[Saved data entries]
☆ ☆ ☆

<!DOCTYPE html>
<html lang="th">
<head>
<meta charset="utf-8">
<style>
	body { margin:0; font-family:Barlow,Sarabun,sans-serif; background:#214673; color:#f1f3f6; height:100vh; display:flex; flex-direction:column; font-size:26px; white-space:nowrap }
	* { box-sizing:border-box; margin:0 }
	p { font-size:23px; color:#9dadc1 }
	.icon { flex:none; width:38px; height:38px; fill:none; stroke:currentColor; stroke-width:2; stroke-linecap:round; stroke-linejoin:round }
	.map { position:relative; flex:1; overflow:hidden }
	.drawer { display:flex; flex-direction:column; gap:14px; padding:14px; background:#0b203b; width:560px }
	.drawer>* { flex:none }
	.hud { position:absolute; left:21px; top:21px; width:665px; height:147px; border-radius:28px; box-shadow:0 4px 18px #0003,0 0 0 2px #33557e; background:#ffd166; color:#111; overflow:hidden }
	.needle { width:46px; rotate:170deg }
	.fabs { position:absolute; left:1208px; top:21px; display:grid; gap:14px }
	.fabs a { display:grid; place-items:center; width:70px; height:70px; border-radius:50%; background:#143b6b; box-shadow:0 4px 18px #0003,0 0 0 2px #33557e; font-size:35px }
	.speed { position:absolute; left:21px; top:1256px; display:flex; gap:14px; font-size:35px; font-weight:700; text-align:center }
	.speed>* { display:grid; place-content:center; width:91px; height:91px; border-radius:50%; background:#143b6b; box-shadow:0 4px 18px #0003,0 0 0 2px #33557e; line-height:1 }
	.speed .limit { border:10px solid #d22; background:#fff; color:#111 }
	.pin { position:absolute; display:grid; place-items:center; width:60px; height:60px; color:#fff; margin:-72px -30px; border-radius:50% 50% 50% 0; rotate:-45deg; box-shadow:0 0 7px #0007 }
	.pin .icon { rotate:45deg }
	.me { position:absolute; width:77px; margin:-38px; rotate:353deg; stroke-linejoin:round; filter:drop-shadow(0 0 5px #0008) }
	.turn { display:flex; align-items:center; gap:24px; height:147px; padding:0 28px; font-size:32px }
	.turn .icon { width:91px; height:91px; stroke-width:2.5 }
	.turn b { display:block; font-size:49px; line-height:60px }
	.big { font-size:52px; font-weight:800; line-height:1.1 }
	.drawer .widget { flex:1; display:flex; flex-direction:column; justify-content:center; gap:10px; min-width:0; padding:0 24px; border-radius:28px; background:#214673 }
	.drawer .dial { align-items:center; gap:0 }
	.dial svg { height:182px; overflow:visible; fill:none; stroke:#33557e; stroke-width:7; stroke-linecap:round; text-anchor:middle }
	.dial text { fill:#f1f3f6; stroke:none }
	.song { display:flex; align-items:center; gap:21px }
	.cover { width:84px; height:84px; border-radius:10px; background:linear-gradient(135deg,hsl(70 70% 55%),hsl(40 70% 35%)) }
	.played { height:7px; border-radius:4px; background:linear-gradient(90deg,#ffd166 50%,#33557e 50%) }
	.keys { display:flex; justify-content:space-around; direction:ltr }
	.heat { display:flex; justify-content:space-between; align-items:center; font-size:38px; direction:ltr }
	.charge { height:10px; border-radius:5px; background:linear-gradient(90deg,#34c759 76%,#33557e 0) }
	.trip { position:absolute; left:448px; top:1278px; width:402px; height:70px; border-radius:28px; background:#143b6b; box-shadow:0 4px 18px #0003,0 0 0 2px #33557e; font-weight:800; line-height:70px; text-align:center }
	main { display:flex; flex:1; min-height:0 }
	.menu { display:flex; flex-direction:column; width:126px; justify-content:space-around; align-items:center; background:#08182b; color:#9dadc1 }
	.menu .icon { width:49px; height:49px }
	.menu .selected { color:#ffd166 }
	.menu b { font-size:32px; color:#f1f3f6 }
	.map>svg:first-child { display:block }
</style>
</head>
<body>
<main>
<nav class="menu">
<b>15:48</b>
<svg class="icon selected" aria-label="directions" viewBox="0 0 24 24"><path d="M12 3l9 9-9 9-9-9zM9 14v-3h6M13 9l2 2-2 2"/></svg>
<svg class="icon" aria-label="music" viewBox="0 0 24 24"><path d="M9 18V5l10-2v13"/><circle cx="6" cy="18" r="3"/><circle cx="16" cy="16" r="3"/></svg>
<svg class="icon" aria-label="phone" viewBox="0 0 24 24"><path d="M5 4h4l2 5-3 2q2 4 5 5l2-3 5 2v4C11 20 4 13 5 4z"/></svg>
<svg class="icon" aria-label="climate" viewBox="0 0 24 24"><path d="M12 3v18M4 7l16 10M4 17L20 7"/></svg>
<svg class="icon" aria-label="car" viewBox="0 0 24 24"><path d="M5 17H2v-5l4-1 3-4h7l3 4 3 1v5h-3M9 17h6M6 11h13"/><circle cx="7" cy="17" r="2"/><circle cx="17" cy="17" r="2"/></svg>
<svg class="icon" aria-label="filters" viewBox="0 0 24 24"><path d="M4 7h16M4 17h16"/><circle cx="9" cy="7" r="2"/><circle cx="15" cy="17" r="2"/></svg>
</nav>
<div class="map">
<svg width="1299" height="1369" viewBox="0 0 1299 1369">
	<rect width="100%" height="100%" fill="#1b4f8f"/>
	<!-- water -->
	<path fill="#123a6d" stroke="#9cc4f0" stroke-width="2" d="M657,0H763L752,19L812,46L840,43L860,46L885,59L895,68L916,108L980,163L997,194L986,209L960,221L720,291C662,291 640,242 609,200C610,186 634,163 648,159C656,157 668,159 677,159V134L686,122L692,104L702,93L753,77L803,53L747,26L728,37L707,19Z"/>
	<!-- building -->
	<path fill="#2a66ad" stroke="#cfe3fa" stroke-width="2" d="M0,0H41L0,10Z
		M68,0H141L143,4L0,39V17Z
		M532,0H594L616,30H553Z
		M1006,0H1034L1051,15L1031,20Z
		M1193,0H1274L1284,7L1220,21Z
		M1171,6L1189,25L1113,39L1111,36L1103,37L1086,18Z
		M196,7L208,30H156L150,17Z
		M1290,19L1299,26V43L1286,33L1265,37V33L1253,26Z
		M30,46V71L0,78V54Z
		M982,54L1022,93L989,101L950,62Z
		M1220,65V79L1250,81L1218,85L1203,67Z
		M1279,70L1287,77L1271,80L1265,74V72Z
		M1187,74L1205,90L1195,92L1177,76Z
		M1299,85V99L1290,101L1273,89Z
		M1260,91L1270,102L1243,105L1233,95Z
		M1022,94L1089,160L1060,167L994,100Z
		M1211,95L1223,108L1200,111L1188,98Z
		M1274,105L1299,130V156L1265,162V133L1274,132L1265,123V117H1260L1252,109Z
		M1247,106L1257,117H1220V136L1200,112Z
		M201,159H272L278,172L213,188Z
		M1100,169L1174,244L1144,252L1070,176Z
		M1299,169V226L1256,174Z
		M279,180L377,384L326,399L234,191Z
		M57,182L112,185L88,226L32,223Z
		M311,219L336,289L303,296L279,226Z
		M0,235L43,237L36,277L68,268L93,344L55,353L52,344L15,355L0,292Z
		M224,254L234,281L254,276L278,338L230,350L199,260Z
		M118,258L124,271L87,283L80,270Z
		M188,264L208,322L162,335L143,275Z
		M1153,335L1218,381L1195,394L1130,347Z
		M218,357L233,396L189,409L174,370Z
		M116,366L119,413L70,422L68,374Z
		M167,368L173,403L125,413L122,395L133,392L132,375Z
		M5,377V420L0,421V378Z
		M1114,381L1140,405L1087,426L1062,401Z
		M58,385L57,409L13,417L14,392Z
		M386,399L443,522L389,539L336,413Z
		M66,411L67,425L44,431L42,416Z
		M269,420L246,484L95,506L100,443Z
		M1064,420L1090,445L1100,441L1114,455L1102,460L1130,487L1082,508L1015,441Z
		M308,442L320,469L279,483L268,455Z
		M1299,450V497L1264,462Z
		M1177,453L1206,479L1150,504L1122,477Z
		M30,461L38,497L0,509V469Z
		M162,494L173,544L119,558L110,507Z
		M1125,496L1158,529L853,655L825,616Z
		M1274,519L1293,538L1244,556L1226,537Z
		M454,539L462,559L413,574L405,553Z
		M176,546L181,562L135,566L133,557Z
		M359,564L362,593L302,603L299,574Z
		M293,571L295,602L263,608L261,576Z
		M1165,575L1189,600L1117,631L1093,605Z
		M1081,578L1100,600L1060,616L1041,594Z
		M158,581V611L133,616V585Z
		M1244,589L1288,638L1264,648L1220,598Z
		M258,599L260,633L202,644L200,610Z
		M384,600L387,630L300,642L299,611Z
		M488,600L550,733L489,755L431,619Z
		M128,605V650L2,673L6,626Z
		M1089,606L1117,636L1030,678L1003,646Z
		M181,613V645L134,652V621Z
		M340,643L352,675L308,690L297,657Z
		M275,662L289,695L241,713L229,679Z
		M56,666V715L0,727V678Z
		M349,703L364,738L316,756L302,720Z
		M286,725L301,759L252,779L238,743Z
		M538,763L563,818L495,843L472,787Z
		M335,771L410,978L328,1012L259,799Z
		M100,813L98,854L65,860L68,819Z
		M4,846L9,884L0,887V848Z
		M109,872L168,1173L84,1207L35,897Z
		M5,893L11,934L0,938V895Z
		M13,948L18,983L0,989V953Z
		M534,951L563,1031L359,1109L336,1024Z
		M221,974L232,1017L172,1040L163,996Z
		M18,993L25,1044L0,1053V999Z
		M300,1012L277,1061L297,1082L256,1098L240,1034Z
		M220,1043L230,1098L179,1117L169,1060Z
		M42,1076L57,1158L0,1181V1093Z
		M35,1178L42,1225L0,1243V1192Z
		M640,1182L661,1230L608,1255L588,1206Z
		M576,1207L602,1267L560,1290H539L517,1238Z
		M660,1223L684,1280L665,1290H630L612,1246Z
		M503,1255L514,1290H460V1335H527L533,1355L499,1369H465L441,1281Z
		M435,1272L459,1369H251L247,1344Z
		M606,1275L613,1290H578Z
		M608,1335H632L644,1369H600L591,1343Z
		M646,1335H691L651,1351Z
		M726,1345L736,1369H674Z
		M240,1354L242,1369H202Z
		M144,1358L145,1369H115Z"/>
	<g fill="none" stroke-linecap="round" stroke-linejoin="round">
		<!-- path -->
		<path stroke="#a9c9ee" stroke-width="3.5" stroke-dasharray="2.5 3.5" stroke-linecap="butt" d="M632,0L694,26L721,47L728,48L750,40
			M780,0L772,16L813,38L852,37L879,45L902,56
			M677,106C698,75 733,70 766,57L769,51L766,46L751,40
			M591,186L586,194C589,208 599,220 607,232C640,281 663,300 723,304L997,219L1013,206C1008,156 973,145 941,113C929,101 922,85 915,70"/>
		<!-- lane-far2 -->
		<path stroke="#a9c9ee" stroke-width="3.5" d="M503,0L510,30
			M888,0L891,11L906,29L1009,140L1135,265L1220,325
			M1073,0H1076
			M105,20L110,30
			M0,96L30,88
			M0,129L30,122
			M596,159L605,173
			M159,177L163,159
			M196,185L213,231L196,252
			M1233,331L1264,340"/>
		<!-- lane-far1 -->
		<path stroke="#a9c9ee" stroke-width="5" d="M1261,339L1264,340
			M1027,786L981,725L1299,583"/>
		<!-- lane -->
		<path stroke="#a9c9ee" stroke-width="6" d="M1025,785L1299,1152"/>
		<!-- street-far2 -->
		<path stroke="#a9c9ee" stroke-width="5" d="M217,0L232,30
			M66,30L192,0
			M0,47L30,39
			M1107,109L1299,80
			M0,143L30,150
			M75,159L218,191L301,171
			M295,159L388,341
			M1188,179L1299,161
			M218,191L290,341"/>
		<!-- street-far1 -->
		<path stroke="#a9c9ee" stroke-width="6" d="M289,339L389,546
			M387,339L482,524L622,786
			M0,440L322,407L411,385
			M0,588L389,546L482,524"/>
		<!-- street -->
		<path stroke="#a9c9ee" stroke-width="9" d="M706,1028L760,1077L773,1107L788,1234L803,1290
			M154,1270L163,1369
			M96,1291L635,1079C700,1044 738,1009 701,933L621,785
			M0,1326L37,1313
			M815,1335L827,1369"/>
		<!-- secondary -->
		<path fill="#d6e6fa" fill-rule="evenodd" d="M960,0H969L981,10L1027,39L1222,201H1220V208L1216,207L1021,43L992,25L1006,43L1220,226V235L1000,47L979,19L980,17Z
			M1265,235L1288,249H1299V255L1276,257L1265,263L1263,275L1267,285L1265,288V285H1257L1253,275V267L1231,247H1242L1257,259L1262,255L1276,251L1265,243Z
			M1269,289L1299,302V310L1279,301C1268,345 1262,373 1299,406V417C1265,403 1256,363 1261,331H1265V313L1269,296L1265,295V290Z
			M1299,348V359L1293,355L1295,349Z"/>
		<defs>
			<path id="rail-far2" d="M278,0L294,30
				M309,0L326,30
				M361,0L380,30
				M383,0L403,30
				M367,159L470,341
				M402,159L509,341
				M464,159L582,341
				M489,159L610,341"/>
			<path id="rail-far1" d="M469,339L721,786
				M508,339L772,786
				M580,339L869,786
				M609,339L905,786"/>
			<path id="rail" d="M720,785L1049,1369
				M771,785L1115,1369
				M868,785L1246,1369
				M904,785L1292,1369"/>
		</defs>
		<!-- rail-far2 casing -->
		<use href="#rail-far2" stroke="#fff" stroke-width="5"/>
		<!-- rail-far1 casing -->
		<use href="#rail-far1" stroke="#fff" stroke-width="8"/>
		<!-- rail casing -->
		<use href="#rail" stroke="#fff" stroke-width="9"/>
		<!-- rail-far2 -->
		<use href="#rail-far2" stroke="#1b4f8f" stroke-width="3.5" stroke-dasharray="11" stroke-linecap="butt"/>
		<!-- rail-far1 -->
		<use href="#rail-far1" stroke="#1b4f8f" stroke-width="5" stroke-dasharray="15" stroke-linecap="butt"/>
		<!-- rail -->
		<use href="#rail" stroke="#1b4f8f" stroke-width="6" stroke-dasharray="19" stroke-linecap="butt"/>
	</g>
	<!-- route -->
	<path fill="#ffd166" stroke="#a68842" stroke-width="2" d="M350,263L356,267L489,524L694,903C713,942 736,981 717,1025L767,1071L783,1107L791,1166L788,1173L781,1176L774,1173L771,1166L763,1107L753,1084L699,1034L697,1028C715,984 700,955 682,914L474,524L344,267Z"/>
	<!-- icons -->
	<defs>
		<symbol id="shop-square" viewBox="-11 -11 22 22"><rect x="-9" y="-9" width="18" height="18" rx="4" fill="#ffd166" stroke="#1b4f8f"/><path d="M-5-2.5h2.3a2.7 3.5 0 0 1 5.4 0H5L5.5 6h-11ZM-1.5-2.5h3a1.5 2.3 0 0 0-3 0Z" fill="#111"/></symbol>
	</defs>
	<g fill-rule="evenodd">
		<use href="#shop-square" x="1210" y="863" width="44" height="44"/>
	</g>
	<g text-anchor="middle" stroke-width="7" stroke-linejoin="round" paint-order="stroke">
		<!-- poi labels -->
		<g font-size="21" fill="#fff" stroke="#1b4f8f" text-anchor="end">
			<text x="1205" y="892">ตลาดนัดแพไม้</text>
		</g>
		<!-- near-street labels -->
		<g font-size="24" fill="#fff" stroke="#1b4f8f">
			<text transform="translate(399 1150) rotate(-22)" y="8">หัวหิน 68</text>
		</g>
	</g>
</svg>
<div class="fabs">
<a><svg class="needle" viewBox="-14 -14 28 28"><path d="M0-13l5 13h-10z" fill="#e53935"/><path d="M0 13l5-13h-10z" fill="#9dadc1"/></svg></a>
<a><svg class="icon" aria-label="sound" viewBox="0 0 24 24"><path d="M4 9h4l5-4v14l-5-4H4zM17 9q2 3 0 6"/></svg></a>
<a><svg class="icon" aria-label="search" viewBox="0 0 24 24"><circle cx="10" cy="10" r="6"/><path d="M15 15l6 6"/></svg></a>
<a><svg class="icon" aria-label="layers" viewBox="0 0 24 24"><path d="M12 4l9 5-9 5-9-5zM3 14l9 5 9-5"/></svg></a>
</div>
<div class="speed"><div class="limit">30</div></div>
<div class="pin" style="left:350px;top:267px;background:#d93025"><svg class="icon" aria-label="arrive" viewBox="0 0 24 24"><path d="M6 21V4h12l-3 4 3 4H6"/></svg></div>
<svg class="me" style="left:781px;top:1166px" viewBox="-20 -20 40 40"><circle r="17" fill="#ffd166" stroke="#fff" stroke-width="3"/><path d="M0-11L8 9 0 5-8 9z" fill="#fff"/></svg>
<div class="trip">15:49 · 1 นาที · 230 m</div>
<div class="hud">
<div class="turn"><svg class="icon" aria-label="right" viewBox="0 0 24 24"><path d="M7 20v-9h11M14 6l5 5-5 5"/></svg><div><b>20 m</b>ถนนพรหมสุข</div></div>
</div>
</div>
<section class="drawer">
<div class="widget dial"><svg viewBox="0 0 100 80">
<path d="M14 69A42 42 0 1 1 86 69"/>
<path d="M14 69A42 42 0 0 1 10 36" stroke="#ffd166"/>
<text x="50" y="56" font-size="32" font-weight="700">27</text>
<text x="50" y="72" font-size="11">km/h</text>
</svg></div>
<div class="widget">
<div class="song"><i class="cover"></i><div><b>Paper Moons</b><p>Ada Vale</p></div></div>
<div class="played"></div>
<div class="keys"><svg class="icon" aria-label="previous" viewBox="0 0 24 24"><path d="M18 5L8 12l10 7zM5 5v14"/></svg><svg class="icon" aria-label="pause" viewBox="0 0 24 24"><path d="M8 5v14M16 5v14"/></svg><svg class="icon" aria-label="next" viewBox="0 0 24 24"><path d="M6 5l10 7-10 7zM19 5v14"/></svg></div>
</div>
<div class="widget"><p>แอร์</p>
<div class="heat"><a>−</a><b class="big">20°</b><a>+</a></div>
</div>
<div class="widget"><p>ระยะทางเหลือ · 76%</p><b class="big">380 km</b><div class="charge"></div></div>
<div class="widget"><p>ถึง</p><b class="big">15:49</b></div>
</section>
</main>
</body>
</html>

☆ ☆ ☆

Every line in the data that holds the string "column" should be copied.

	body { margin:0; font-family:Barlow,Sarabun,sans-serif; background:#214673; color:#f1f3f6; height:100vh; display:flex; flex-direction:column; font-size:26px; white-space:nowrap }
	.drawer { display:flex; flex-direction:column; gap:14px; padding:14px; background:#0b203b; width:560px }
	.drawer .widget { flex:1; display:flex; flex-direction:column; justify-content:center; gap:10px; min-width:0; padding:0 24px; border-radius:28px; background:#214673 }
	.menu { display:flex; flex-direction:column; width:126px; justify-content:space-around; align-items:center; background:#08182b; color:#9dadc1 }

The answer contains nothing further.